07 August 2018, The Tablet

Hidden Christians villages in Japan designated UNESCO site


The hidden Christian sites in the Nagasaki Region bear unique testimony to a distinctive religious tradition


Hidden Christians villages in Japan designated UNESCO site

A former 'Hidden Christian' family's relic - called "god in the closet" - in Ikitsui, Japan
Nicolas Datiche/AFLO/Press Association Images

A collection of remote villages where Japan’s ‘Hidden Christians’ once worshipped has been designated a UNESCO world cultural heritage site, the country’s National Tourism Organisation has announced.

The site is comprised of 10 villages in northwest Kyushu - Japan’s third-largest island - along with the ruins of Hara Castle, and St. Mary’s Cathedral of the Immaculate Conception in Nagasaki.

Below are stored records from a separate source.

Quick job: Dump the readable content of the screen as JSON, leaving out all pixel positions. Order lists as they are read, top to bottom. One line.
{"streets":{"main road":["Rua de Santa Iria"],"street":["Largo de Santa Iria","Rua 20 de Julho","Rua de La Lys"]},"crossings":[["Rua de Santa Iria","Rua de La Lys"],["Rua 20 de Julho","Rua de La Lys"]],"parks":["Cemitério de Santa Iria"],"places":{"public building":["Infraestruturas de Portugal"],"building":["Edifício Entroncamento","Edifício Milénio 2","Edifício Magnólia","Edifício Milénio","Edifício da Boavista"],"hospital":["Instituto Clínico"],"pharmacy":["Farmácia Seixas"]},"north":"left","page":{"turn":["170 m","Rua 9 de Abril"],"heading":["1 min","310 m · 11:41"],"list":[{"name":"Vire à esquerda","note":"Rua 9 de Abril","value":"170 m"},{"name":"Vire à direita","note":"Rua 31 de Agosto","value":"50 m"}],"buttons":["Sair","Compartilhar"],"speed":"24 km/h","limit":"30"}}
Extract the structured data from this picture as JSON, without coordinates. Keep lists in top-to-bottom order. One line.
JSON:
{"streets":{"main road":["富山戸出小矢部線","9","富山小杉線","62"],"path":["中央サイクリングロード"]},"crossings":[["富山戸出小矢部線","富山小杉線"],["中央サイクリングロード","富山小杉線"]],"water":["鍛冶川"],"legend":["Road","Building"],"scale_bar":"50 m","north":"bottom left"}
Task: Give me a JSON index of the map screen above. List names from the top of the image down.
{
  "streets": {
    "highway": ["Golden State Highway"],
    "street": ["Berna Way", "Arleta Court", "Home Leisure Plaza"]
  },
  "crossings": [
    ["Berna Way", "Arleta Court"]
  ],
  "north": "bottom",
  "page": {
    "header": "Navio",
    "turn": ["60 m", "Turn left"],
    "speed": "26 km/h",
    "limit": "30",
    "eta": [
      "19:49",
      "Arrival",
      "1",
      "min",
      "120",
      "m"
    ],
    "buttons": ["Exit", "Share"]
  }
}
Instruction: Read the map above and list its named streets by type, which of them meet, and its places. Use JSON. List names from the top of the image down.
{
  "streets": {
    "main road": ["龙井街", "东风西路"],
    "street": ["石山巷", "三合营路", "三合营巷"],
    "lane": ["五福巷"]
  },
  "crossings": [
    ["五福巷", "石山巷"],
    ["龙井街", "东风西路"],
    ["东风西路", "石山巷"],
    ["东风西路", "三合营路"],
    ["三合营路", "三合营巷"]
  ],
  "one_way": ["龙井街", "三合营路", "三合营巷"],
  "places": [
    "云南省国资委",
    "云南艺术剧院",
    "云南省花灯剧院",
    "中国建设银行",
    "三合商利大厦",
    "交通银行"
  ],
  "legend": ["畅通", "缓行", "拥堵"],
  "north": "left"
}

Christianity was banned in Japan until 1873 forcing Christians to worship in secret churches.

“The hidden Christian sites in the Nagasaki Region bear unique testimony to a distinctive religious tradition nurtured by Hidden Christians who secretly transmitted their faith in Christianity during the times of prohibition spanning more than two centuries in Japan, from the 17th to the 19th century,” UNESCO said on its website.

Also included in the site is the Catholic St. Mary’s Cathedral, also known as the Cathedral of the Immaculate Conception, in Nagasaki. It was built in 1914 after the ban on Christianity was lifted and later destroyed by the atomic bomb in August 1945. A replica of the original church was consecrated in 1959.